** INPUT FOR THIS TASK follows **

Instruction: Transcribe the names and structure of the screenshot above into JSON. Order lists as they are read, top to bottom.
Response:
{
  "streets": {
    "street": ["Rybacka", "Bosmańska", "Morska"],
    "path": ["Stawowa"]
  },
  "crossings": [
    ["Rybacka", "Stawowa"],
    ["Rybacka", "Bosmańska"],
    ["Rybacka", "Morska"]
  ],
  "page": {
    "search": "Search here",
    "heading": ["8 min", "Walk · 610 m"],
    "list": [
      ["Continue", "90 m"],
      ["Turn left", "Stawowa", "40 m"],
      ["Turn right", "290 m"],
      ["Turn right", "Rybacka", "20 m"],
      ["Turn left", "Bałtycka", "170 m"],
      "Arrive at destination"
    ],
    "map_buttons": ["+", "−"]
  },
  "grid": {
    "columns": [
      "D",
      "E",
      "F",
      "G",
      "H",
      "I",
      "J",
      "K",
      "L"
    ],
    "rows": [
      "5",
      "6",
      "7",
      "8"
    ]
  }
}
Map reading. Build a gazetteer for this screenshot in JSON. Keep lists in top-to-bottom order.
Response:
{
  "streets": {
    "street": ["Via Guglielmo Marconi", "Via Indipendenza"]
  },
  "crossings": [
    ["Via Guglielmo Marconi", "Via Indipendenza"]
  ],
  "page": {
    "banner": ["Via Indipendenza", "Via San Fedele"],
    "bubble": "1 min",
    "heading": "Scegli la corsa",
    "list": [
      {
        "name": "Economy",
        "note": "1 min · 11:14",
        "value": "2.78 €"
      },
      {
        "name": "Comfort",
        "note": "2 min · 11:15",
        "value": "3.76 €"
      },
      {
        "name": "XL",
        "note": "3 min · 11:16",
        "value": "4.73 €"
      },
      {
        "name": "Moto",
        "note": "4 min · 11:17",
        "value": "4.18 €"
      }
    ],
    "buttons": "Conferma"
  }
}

** End of INPUT FOR THIS TASK **

■ HOW TO COMPLETE THIS TASK ■
Starting from the line with "Map reading. Build" and ending with the final line of the data, quote every line exactly, both ends included.

■ SOLUTION TO THE EXERCISE ■
Map reading. Build a gazetteer for this screenshot in JSON. Keep lists in top-to-bottom order.
Response:
{
  "streets": {
    "street": ["Via Guglielmo Marconi", "Via Indipendenza"]
  },
  "crossings": [
    ["Via Guglielmo Marconi", "Via Indipendenza"]
  ],
  "page": {
    "banner": ["Via Indipendenza", "Via San Fedele"],
    "bubble": "1 min",
    "heading": "Scegli la corsa",
    "list": [
      {
        "name": "Economy",
        "note": "1 min · 11:14",
        "value": "2.78 €"
      },
      {
        "name": "Comfort",
        "note": "2 min · 11:15",
        "value": "3.76 €"
      },
      {
        "name": "XL",
        "note": "3 min · 11:16",
        "value": "4.73 €"
      },
      {
        "name": "Moto",
        "note": "4 min · 11:17",
        "value": "4.18 €"
      }
    ],
    "buttons": "Conferma"
  }
}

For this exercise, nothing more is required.